Peter Brown, a vice chairman at Kurt Salmon, told The Observer that though the staff of the building and its maintenance were to his liking, “As a veteran, as an American, I’m appalled at the idea that the money we pay to the landlord might be funding this regime.”
COSTAR DESCRIBES THE BUILDING as Class A, meaning a top-tier office tower, but brokers who have some familiarity with the building said its main allure was always its location in the city’s most expensive office submarket: the Plaza District.
“The ownership position has always cast a cloud,” said Robert Emden, a principal at PBS Real Estate, who has done some work with tenants in the building. “You know, it was positioned when it was put up in the ’80s to be a [Class] A building, but it never in my opinion attained that status for one reason; that was because of the reported ownership.”

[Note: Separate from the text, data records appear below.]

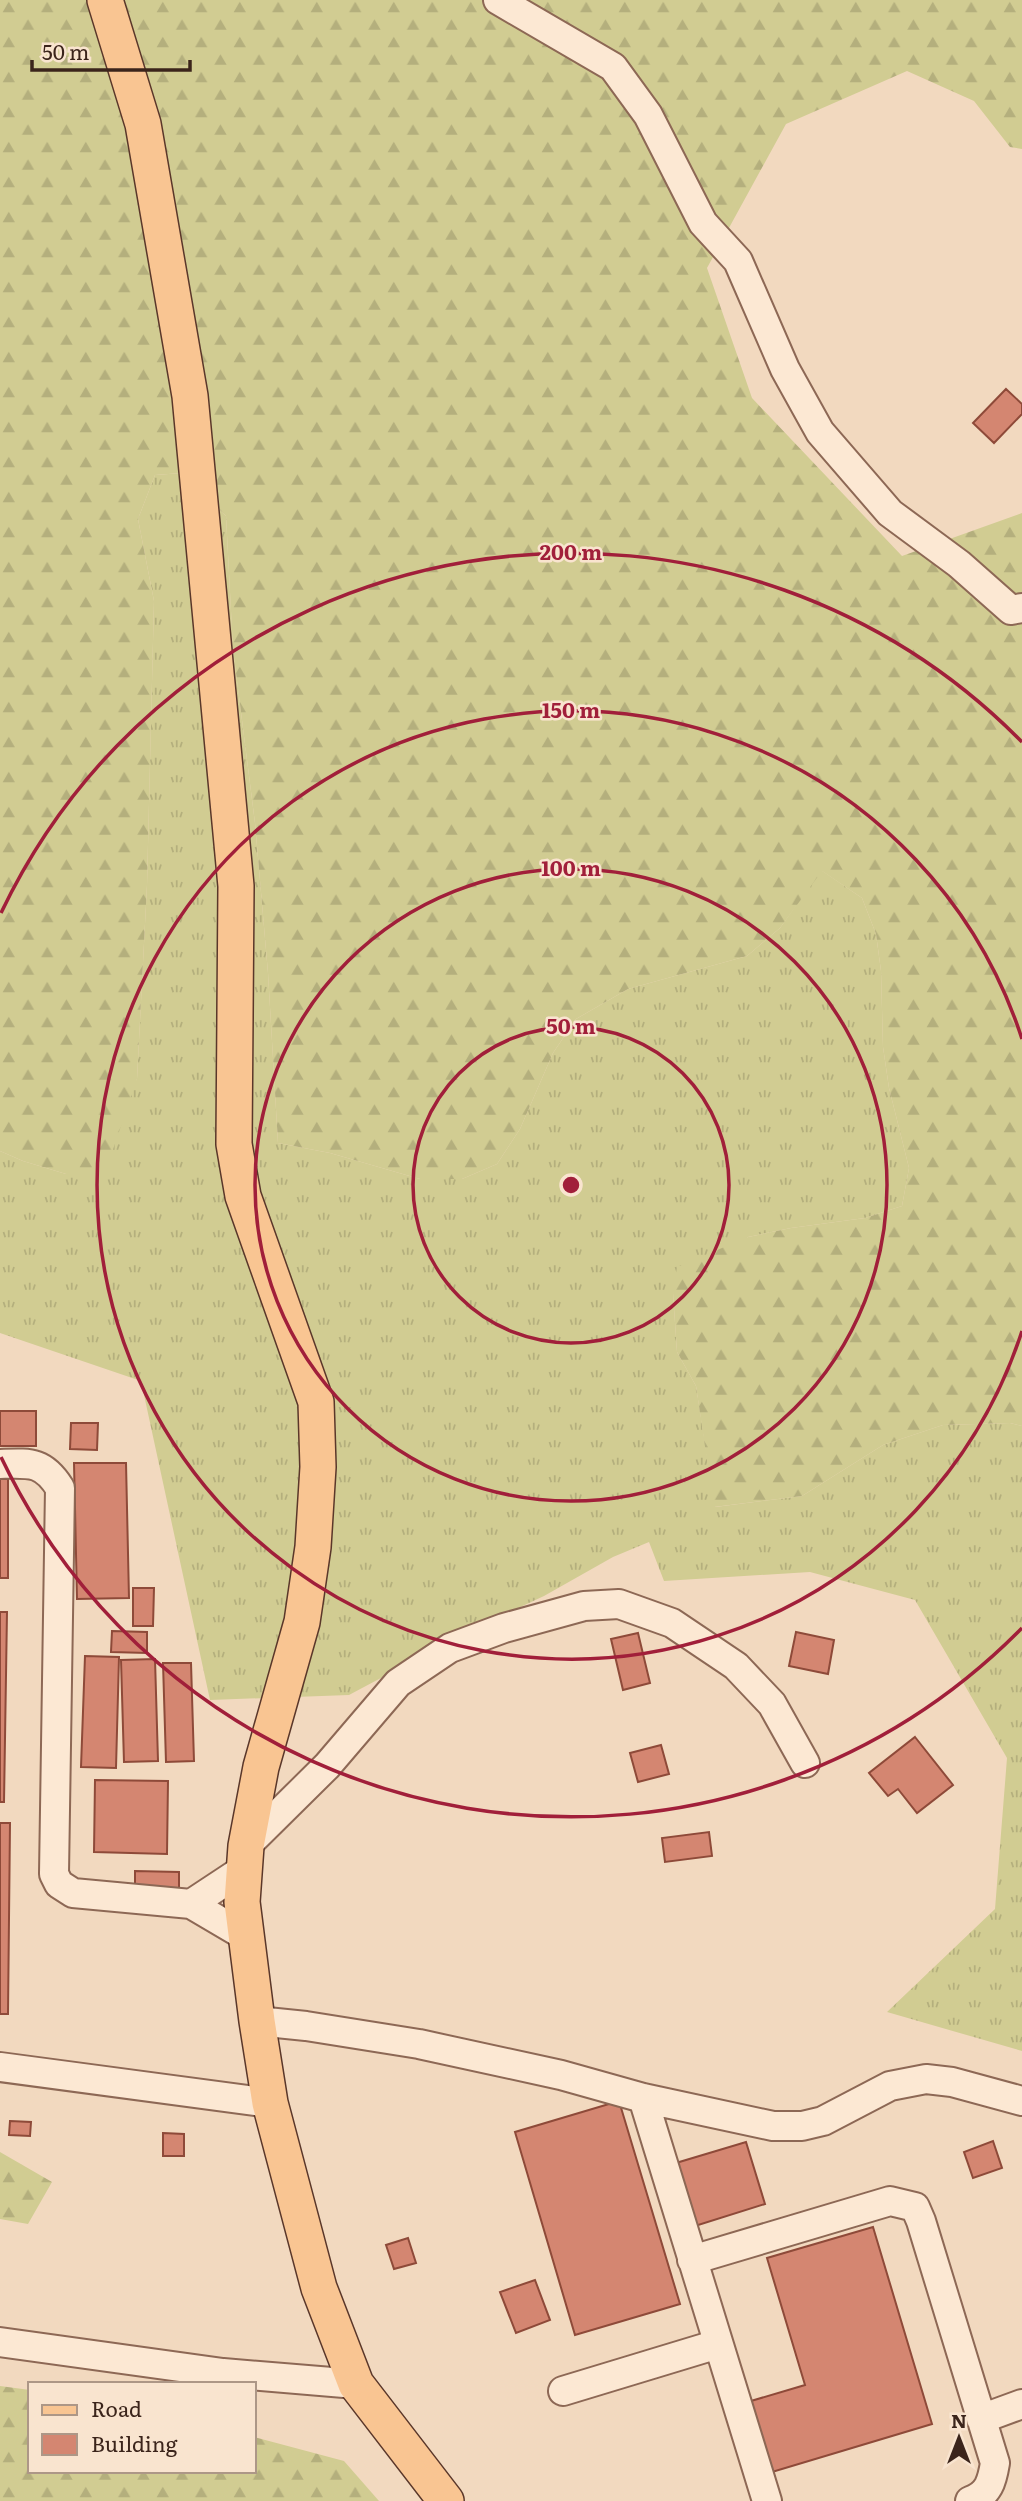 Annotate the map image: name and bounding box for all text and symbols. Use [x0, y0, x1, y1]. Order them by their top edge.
scale bar [32, 28, 189, 72]
text: 50 m [42, 35, 89, 66]
text: 200 m [540, 535, 602, 566]
text: 150 m [542, 693, 600, 724]
text: 100 m [541, 851, 601, 882]
text: 50 m [546, 1009, 596, 1040]
centre of rings [559, 1173, 583, 1197]
legend [28, 2382, 256, 2473]
text: Road [91, 2392, 142, 2423]
north arrow [924, 2403, 994, 2473]
text: N [951, 2406, 967, 2434]
text: Building [91, 2427, 178, 2458]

Moreover, Mr. Emden said, “It’s not a building that can sell easily,” in part because the lobby was not up to snuff, though he said ownership has embarked on a renovation project for the lobby and elevators.
Mark Weiss, vice chairman of Newmark Knight Frank, described the building thusly: “It’s always been a fair building. Never any better than that, but in a very good location.”
An attorney for the Alavi Foundation, based at 500 Fifth Avenue, did not immediately respond to a request for comment.
THE BUILDING’S HISTORY, AS outlined in great detail in the criminal complaint seeking to seize the Foundation’s assets, reads like something New York Times building chronicler Christopher Gray might write.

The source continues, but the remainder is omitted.